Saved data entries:

· · ·

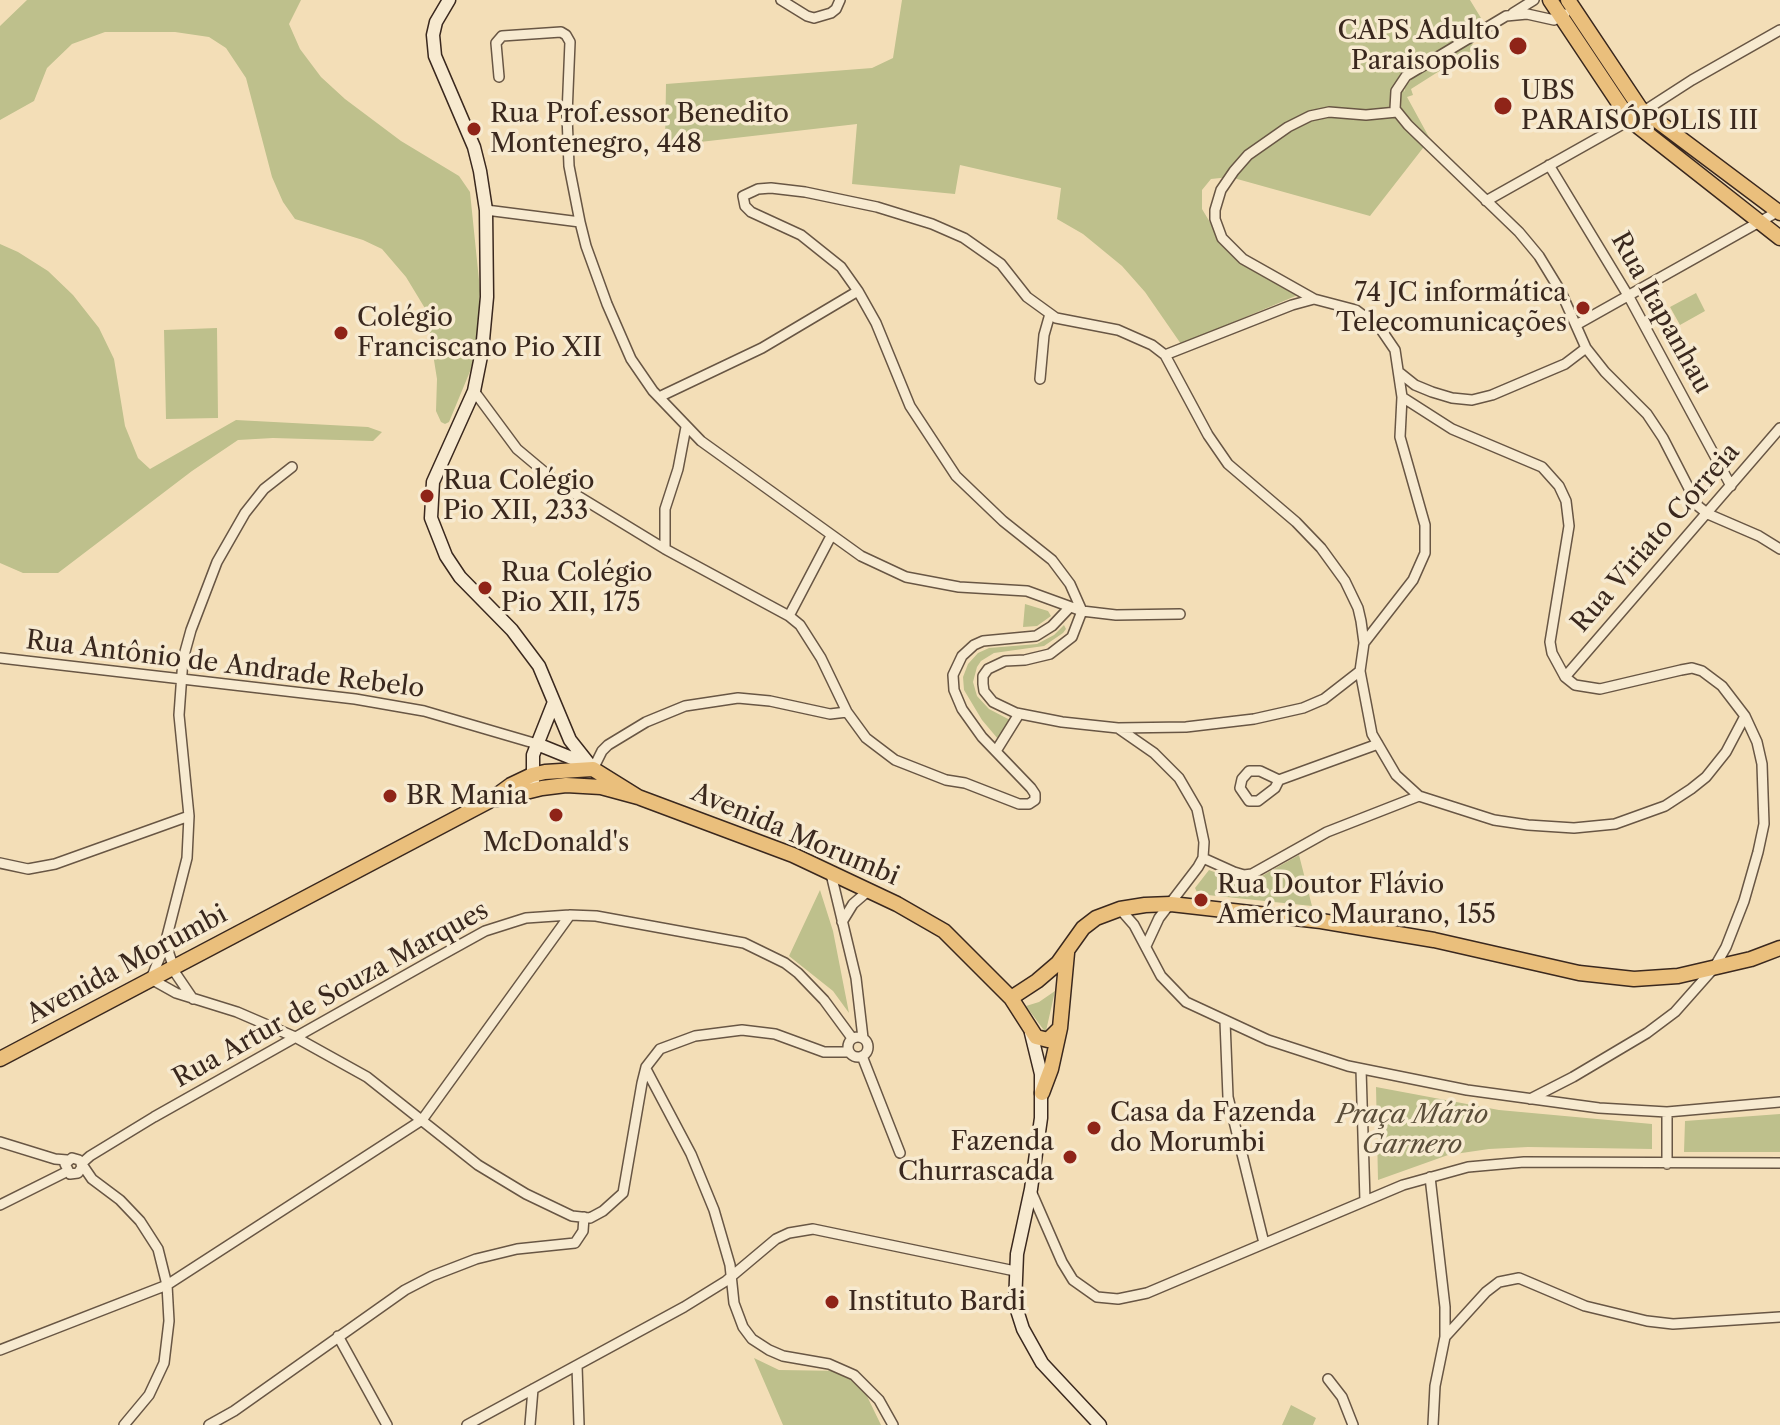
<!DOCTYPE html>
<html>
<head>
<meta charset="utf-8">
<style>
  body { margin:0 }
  canvas { display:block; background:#f3deb7 }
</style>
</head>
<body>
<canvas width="1780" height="1425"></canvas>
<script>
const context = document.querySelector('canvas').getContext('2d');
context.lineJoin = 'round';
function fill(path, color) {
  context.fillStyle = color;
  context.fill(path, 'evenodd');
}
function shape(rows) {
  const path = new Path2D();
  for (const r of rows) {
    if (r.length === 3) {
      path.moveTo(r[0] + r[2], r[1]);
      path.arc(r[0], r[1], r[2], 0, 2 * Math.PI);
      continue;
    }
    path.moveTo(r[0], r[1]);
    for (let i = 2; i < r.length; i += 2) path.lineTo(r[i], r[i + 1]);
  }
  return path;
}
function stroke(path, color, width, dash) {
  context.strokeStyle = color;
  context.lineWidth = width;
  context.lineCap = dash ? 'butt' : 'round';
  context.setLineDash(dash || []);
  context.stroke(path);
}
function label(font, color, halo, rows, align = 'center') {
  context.font = font + ' "Libre Caslon Text",serif';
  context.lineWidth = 7;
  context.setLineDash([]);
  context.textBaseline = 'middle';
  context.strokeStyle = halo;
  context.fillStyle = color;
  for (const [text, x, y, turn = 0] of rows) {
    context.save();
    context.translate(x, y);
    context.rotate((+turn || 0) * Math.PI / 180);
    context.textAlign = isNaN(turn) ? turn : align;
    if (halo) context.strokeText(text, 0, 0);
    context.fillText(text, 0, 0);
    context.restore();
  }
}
fill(shape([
  [27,0,301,0,289,24,300,49,321,77,345,99,401,141,459,176,470,192,480,290,478,339,471,369,449,422,445,424,441,422,436,411,437,379,426,310,406,277,382,249,363,240,295,219,283,202,272,177,246,78,226,48,209,37,175,32,105,32,72,44,47,68,34,101,0,120,0,26],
  [902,0,1470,0,1481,18,1477,20,1481,28,1399,82,1405,92,1404,87,1414,77,1473,42,1471,51,1411,89,1413,95,1407,97,1430,139,1370,216,1230,177,1211,179,1202,190,1202,209,1220,239,1253,271,1294,290,1298,295,1181,344,1145,292,1122,266,1083,234,1057,219,1061,188,960,165,955,194,852,184,857,124,665,146,666,84,872,68,893,58],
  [0,244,18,252,48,271,73,295,99,328,114,359,125,426,138,458,150,469,236,420,368,427,382,432,373,441,273,438,238,440,192,471,58,573,23,573,0,563],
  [1696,293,1705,311,1680,325,1670,307],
  [217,328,218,418,166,419,164,330],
  [1025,604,1048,611,1051,616,1037,626,1023,627],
  [1064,625,1066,629,1063,633,1044,646,994,653,981,661,977,667,973,682,977,696,989,709,1010,720,998,739,982,720,964,690,963,677,968,664,978,653,989,648,1037,644,1054,635],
  [1299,855,1312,906,1198,894,1195,888,1209,870,1244,883,1251,882],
  [820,890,833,931,849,1013,833,991,789,956],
  [1055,991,1046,1031,1046,1033,1026,1006,1039,1002],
  [1376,1087,1499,1110,1652,1124,1652,1149,1528,1147,1489,1149,1448,1155,1378,1180],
  [1780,1114,1780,1152,1684,1152,1685,1121],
  [754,1358,779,1370,845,1371,864,1390,881,1425,783,1425],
  [1291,1405,1316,1418,1313,1425,1282,1425]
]), '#bec08c');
const street = shape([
  [781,0,807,16,814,18,831,13,836,9,840,0],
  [1513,13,1534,0],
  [1565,14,1554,20,1527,14,1506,16,1406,76,1396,91,1395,109,1408,125,1519,232,1539,256,1561,292,1586,348,1605,372,1647,414,1663,438,1698,506,1708,514,1759,536,1780,549],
  [499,77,496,43,502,36,561,32,566,35,570,42,567,115,569,166,580,222],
  [1549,165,1629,297,1731,486],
  [1486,201,1630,120,1692,80,1780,30],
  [486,210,580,222,586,246,607,304,631,359,653,391,701,441,861,556,906,577,959,587,1027,591,1082,611,1116,615,1180,614],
  [1576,325,1779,211],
  [1165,355,1292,305,1314,299],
  [1400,373,1415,385,1432,392,1452,398,1472,400,1492,395,1565,364,1586,348],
  [1040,379,1044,335,1050,314],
  [474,391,517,449,560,485,665,549,789,616,800,625,821,658,847,712,866,738,895,760,946,780,965,783,1019,804,1029,804,1035,800,1035,794,1031,788,982,737,962,709,954,690,953,675,962,656,974,645,983,641,1036,636,1052,626,1070,607],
  [659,397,762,348,858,291],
  [1402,397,1452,429,1542,467,1559,486,1566,501,1569,526,1550,642,1552,653,1565,677,1575,685,1600,689,1681,670,1692,668,1702,671,1722,686,1745,716,1757,742,1762,764,1764,824,1758,852,1744,901,1726,947,1714,968,1675,1012,1647,1033,1573,1077,1530,1099],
  [292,467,264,489,245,513,217,562,191,630,183,659,179,715,189,816,187,858,165,944,151,979,176,993,237,1012,295,1037,367,1077,478,1165,526,1194,572,1216,590,1218,603,1211,623,1193,642,1083,646,1067,660,1049,695,1036,742,1030,775,1034,824,1052,849,1052],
  [665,549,665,509,678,469,686,427],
  [789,616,831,536],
  [1364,643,1413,580,1425,553,1425,525,1400,437,1402,397,1395,350,1380,328,1356,310,1314,299,1243,259,1222,238,1215,219,1215,210,1221,190,1234,171,1248,155,1288,127,1310,116,1329,112,1366,115,1397,112],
  [0,658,355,699,424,711,537,744],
  [1360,671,1324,699,1303,708,1254,719,1186,727,1118,728,1062,722,1016,713,993,702,984,691,983,684,983,676,988,669,1005,661,1025,660,1050,654,1072,637,1082,611,1070,584,1052,560,1003,521,956,476,910,406,876,323,858,291,841,267,801,235,751,212,745,206,743,196,758,189,771,188,805,192,877,207,932,224,964,238,1001,264,1027,297,1056,318,1118,330,1152,345,1165,355,1208,435,1228,464,1296,522,1321,548,1345,581,1358,608,1361,621,1364,643,1360,671,1372,734,1396,775,1419,796,1494,820,1528,825,1574,828,1615,824,1665,806,1691,789,1706,777,1726,752,1745,716],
  [1565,677,1780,428],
  [1118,728,1154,753,1179,778,1197,809,1204,842,1203,858,1198,867,1159,918,1146,946],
  [996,751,1019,714],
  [593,769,602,751,608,745,646,722,685,706,738,698,770,701,830,714,847,712],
  [1279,780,1260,771,1249,771,1242,779,1240,788,1249,801,1258,801,1275,788,1279,780,1378,744],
  [1203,858,1234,872,1244,875,1252,874,1327,832,1419,796],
  [0,863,28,869,55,864,189,816],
  [831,874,856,978,863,1038],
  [1120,909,1134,925,1161,976,1186,1002,1268,1040,1348,1066,1467,1090,1599,1108,1667,1112,1780,1102],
  [842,922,853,904,868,891],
  [166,945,176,974,193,999],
  [1225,1021,1228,1097,1264,1243],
  [858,1047,10],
  [862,1056,900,1153],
  [646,1069,691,1154,714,1210,730,1265,734,1303,743,1327,752,1339,769,1350,783,1356,829,1364,854,1375,879,1400,893,1425],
  [1361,1069,1365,1201],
  [1667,1112,1667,1164],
  [0,1142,55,1159,67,1160],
  [81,1164,90,1156,154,1117,429,962,485,931,526,918,570,915,596,916,744,943,785,963,798,973,824,1000,852,1038],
  [82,1167,78,1173,70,1174,65,1164,72,1158,79,1160,92,1179,120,1200,140,1221,158,1249,167,1285,169,1321,164,1363,149,1395,124,1425],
  [1430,1177,1445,1307,1445,1337,1486,1292,1499,1282,1519,1278,1585,1306,1647,1321,1673,1324,1780,1317],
  [1031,1191,1062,1262,1073,1280,1097,1297,1118,1299,1147,1293,1403,1185,1468,1167,1524,1162,1780,1163],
  [0,1205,66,1172],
  [338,1336,387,1425],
  [0,1350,167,1285,422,1120,570,915],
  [577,1366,579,1425],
  [1328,1379,1342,1397,1353,1425],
  [209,1425,234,1411,405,1290,432,1276,476,1259,517,1249,575,1243,583,1231,584,1217],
  [467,1425,684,1307,726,1281,776,1239,789,1233,813,1229,1015,1271],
  [530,1425,533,1389],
  [1433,1425,1435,1386,1445,1337]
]);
const secondary = shape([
  [449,0,436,22,433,35,435,56,474,147,480,171,486,210,487,297,482,351,474,391,433,482,431,518,446,556,460,577,512,630,539,666,570,740,593,769],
  [537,744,584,763],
  [533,782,533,755,554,702],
  [1031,1033,1041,1074,1041,1118,1031,1189,1017,1254,1015,1304,1023,1329,1042,1363,1100,1425]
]);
const primary = shape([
  [1550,0,1630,120,1780,238],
  [1568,0,1640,108,1780,213],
  [497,799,542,788,566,785,601,787,638,797,793,855,897,904,944,931,1011,998,1036,1037,1048,1040,1060,1028],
  [1011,998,1037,981,1058,963,1083,928,1096,918,1120,909,1145,905,1171,904,1321,921,1434,940,1579,973,1634,979,1678,976,1751,959,1780,948],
  [0,1059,489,801,511,785,532,775,545,772,593,769,638,797],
  [1042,1093,1051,1069,1060,1028,1067,953]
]);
stroke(street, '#685644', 12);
stroke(secondary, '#3a281e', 15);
stroke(primary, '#3a281e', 17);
stroke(street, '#f7ead0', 9);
stroke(secondary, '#f7ead0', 12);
stroke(primary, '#eabf7c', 14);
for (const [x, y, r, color] of [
  [1518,46,10,"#8f2418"],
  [1503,106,10,"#8f2418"],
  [474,129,8,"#8f2418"],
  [1583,308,8,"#8f2418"],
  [341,333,8,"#8f2418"],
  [427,496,8,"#8f2418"],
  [485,588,8,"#8f2418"],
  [390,796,8,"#8f2418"],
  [556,815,8,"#8f2418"],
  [1201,900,8,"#8f2418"],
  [1094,1128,8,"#8f2418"],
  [1070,1157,8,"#8f2418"],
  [832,1302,8,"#8f2418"]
]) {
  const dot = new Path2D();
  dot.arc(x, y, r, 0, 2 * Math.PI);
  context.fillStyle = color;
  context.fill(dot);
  stroke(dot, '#f7ead0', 3);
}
label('26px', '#3a281e', '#f7ead0', [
  ["CAPS Adulto",1500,31,"right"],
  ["Paraisopolis",1500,61,"right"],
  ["UBS",1521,91],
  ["PARAISÓPOLIS III",1521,121],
  ["Rua Prof.essor Benedito",490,114],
  ["Montenegro, 448",490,144],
  ["74 JC informática",1567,293,"right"],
  ["Telecomunicações",1567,323,"right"],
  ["Colégio",357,318],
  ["Franciscano Pio XII",357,348],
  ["Rua Colégio",443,481],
  ["Pio XII, 233",443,511],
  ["Rua Colégio",501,573],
  ["Pio XII, 175",501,603],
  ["BR Mania",406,796],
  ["McDonald's",556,843,"center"],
  ["Rua Doutor Flávio",1217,885],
  ["Américo Maurano, 155",1217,915],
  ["Casa da Fazenda",1110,1113],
  ["do Morumbi",1110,1143],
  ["Fazenda",1054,1142,"right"],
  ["Churrascada",1054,1172,"right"],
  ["Instituto Bardi",848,1302]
], 'left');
label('26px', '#3a281e', '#f7ead0', [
  ["Rua Itapanhau",1661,313,61],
  ["Rua Viriato Correia",1656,538,-49],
  ["Rua Antônio de Andrade Rebelo",225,665,7],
  ["Avenida Morumbi",795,835,23],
  ["Avenida Morumbi",127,965,-28],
  ["Rua Artur de Souza Marques",331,995,-29]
]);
label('italic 26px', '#5b4e3a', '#f7ead0', [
  ["Praça Mário",1412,1115],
  ["Garnero",1412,1145]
]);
</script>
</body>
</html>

· · ·

TASK DETAILS:
In the records above, each line with the string "moveTo" should be copied.

EXERCISE RESULT:
      path.moveTo(r[0] + r[2], r[1]);
    path.moveTo(r[0], r[1]);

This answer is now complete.